Of the MK Dons win, he added: “You have to give the boys credit for how we dug in that day, although Szczesny at that time was unbelievable between the sticks. They were doing everything but score, hitting the post and hitting the bar. They had a good side at that point, players like Aaron Wilbraham and Jason Puncheon, they were expecting to beat us. I remember it like it was yesterday, one of the coldest games I’ve been involved in. The ground was rock solid, and to be honest, we were surprised the game was on. In the end, I don’t think it was just my only chance, I think it was our only chance as a team. Luckily, it fell at the right time for me, and I managed to get decent contact on it. At the final whistle we were a little bit embarrassed shaking hands as it was daylight robbery, but the changing room was buzzing, because in football you talk about stats and possession percentages – but the only stat that matters is obviously the scoreline, and we took the three points.”
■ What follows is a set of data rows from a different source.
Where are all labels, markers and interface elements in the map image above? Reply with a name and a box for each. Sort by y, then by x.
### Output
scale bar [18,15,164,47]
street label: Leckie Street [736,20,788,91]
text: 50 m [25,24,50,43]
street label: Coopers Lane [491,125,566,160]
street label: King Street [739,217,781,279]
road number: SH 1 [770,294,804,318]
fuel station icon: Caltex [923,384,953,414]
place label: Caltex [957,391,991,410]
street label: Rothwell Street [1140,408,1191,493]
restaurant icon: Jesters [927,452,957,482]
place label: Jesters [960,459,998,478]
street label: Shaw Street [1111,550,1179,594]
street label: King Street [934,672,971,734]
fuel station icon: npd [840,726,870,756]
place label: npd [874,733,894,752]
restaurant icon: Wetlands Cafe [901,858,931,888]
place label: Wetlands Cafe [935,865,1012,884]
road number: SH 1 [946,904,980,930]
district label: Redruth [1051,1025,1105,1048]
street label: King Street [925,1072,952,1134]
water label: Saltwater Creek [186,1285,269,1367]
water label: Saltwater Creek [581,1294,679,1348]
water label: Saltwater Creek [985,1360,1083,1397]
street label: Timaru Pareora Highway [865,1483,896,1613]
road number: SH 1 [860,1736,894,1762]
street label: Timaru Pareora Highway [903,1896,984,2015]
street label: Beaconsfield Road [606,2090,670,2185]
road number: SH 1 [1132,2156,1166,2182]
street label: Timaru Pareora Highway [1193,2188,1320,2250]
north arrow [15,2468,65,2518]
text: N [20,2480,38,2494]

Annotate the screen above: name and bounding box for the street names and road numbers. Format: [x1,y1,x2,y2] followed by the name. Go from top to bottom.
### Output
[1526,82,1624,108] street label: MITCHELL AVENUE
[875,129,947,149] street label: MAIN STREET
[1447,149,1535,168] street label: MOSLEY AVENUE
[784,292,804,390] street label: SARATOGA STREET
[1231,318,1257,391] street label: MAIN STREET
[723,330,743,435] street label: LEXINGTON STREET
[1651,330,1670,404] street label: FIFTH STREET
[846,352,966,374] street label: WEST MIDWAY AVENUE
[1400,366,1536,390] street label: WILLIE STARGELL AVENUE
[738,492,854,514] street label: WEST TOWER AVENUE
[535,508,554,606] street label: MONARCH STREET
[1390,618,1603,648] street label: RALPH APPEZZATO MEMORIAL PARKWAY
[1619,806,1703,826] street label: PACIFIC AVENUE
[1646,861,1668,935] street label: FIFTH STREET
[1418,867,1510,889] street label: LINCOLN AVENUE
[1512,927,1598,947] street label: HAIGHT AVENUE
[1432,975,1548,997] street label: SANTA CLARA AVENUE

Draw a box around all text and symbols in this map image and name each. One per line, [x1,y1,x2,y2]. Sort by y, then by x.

Of his departure, MacDonald said: “I didn’t want to leave as Brentford was a massive part of my life, probably the best years of my career, but for the sake of my football I had to. It all happened so quickly, a move to Notts County under Martin Allen was more or less done and dusted, which would have been financially better and longer term. But once MK Dons came in for me under Karl Robinson, with the style of football they were playing at the time, it was definitely the right place to go. Playing against Brentford in the cup a few days after making my debut was strange. I managed to escape Marcus Bean and get a header in from a corner to score. For me, the fans were nothing but great for me, so I was never going to celebrate out of respect, and I think they enjoyed the fact the way I carried myself whenever I went back.”

A popular figure in his playing days, MacDonald is an equally welcome face back in TW8 when he returns for the odd commentary stint, when his commitments with Barking allow – and he was full of praise for the part the fans have played in Brentford’s journey to the Premier League. He said: “I do a lot of work for ifollow at Brentford and always say the fans will be sitting watching their team play the likes of Man City and Man United and they deserve it – because they have worked their socks on and off the pitch. I was at the new stadium during covid when it was empty and wondered if it would be able to create the same atmosphere as Griffin Park, the same passion. I did the commentary for the play-off game against Bournemouth – there was only 5,000 fans and I kid you not, I got goosebumps with the noise they were making. You don’t realise how important the fans are as a player until they’re not there. The impact of the stadium being full is fantastic, the fans definitely play their part in what Brentford are doing.”

As for his own managerial ambitions, MacDonald added: “The manager got the sack during my injury rehab, so I’ve got the job for foreseeable future, I’ll just see what happens. I’ve been coaching for six years up to U19s and have to do training structures, so nothing is different apart from dealing with young men rather than kids. I gained that respect with my football background and have the knowledge. I didn’t see it as my future to be honest, but I’ll see how it goes. I’ve only got a few grey hairs at the moment – most managers end up fully grey or with no hair. I’m enjoying it, but it can be frustrating – we’ll see where it goes.”